### GOAL OF THE EXERCISE
Print the lines in the listing below that fall between the line with "position:relative; width:2336px; height:1457px;" and the line with "inset:0; background:#b8c4a0; transform-origin:0", those two lines included, exactly as they stand and with nothing else.
"""
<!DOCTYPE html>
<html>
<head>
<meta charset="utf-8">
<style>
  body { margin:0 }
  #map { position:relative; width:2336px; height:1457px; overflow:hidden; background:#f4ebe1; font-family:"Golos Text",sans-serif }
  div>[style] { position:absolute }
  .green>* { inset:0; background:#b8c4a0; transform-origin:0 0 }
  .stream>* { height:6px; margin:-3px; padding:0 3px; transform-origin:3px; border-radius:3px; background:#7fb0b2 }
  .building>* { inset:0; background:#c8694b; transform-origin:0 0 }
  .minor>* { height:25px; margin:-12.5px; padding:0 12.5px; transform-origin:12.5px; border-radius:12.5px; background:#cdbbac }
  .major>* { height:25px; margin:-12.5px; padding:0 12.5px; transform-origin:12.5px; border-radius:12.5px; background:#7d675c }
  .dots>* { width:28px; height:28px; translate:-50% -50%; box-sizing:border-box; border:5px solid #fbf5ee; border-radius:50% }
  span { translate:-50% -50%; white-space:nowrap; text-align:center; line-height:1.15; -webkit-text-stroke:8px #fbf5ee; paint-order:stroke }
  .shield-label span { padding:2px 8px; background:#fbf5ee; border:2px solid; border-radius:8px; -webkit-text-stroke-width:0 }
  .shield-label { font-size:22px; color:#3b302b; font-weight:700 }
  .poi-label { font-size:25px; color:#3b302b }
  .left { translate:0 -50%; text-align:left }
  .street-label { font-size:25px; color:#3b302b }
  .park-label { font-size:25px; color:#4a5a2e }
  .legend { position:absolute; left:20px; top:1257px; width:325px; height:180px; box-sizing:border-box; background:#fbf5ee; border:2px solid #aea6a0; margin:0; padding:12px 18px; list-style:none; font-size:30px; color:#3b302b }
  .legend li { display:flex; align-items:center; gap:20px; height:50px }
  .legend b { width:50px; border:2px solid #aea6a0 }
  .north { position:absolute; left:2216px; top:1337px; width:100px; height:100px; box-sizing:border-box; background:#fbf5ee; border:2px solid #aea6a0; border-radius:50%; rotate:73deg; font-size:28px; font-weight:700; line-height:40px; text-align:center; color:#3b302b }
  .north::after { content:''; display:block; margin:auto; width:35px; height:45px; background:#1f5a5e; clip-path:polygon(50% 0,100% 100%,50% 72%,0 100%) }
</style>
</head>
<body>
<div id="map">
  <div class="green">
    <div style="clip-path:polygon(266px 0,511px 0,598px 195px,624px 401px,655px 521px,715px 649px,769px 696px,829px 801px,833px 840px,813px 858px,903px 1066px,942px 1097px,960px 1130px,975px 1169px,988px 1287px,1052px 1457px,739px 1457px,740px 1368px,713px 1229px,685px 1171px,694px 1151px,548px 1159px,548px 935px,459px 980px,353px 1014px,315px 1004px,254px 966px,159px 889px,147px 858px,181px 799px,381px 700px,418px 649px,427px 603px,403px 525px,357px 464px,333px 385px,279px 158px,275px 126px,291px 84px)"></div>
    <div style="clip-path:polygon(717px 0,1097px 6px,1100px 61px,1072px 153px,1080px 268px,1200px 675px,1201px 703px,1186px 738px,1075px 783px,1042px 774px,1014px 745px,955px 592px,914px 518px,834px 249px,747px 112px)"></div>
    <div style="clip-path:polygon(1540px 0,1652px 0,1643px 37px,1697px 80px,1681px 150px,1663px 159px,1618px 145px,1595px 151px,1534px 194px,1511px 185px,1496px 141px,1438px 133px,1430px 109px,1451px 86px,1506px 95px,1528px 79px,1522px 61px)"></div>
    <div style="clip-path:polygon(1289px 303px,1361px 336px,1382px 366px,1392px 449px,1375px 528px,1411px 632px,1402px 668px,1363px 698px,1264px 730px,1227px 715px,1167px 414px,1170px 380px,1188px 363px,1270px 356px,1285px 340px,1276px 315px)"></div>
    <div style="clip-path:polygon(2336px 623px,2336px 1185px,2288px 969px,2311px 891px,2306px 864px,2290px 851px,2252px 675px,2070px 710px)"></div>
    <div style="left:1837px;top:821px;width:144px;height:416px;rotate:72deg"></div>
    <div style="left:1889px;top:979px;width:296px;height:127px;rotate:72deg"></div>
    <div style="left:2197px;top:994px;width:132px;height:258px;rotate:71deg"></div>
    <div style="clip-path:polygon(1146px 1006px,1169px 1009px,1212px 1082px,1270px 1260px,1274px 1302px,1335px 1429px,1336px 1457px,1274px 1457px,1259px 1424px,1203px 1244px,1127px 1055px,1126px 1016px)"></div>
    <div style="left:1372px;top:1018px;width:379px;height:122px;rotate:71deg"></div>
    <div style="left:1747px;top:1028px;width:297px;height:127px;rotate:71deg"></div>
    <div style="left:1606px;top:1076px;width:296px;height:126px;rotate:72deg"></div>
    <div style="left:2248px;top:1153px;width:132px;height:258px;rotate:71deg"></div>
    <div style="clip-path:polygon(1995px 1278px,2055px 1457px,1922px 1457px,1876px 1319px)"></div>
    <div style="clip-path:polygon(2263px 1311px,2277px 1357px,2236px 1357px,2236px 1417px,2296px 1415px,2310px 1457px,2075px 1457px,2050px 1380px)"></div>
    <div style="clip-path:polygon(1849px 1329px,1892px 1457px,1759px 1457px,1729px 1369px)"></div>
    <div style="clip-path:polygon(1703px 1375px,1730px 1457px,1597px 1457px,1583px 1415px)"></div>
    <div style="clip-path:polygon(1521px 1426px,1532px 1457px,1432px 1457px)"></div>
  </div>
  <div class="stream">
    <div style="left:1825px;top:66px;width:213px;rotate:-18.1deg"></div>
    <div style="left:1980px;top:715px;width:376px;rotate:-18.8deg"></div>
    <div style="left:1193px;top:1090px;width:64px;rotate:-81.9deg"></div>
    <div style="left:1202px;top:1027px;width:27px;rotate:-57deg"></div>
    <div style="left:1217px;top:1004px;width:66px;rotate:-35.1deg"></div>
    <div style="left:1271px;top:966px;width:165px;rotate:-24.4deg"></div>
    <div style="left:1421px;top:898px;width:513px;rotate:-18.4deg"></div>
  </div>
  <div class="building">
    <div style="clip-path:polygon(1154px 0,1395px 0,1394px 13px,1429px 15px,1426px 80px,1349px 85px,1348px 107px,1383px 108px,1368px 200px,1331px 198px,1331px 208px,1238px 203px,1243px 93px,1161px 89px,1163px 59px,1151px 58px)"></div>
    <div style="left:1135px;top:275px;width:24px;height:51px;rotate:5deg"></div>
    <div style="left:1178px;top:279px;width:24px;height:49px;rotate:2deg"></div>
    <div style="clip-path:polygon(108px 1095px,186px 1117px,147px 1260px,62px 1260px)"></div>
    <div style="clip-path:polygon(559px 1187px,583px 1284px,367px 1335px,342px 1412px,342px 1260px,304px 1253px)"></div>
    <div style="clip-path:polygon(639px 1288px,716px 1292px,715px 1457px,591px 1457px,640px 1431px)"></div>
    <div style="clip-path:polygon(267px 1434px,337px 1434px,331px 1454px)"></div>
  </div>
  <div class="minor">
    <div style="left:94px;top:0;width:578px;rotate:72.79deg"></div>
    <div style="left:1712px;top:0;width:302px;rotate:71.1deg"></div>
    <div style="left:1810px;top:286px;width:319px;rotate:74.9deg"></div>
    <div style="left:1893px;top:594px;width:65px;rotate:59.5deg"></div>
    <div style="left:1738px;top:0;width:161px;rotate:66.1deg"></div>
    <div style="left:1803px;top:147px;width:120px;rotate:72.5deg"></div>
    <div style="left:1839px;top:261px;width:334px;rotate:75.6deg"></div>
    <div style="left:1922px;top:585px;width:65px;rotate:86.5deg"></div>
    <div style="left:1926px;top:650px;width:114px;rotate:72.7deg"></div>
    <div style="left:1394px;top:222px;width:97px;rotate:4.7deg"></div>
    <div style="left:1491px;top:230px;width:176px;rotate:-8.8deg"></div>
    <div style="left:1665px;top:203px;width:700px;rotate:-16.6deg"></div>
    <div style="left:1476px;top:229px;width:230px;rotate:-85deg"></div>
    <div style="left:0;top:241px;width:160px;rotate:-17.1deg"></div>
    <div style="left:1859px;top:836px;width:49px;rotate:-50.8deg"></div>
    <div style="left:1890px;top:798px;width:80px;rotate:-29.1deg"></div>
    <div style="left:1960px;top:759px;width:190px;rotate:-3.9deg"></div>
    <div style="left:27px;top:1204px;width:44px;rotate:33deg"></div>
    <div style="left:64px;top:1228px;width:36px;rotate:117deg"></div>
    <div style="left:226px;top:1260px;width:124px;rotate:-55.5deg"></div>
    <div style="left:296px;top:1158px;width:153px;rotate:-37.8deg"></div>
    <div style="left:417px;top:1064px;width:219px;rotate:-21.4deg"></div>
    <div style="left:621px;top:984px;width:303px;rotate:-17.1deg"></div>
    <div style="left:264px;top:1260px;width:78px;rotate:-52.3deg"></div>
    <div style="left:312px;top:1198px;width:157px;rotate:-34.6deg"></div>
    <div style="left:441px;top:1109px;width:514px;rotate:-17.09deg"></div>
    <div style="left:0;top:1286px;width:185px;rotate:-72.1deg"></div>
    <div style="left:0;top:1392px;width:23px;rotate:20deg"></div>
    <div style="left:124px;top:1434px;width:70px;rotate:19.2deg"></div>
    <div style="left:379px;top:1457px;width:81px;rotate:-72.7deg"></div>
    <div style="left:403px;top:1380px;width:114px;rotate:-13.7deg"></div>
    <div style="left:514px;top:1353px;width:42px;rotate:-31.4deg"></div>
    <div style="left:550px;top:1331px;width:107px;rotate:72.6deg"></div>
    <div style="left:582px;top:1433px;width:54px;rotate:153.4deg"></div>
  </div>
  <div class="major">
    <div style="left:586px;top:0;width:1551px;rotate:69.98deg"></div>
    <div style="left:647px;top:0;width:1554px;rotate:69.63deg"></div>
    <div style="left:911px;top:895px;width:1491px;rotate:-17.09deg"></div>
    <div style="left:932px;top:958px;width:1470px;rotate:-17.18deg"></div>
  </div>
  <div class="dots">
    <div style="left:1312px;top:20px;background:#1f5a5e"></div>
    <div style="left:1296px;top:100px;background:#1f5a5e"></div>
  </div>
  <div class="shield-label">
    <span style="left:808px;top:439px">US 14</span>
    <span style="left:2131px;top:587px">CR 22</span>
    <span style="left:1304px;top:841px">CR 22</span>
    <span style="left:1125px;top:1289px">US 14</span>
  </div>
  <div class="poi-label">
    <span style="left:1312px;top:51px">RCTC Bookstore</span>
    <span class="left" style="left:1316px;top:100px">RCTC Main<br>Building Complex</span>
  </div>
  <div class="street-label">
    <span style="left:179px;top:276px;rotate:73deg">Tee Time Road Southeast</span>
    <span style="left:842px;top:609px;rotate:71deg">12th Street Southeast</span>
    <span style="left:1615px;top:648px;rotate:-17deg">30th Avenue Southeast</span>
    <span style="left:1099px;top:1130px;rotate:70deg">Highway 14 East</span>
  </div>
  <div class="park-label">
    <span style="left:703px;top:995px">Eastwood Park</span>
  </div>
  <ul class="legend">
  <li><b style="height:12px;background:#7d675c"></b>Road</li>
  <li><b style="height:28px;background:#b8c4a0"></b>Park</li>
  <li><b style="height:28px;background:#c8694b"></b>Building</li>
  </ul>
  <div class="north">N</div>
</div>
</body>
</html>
"""
### EXERCISE ANSWER
  #map { position:relative; width:2336px; height:1457px; overflow:hidden; background:#f4ebe1; font-family:"Golos Text",sans-serif }
  div>[style] { position:absolute }
  .green>* { inset:0; background:#b8c4a0; transform-origin:0 0 }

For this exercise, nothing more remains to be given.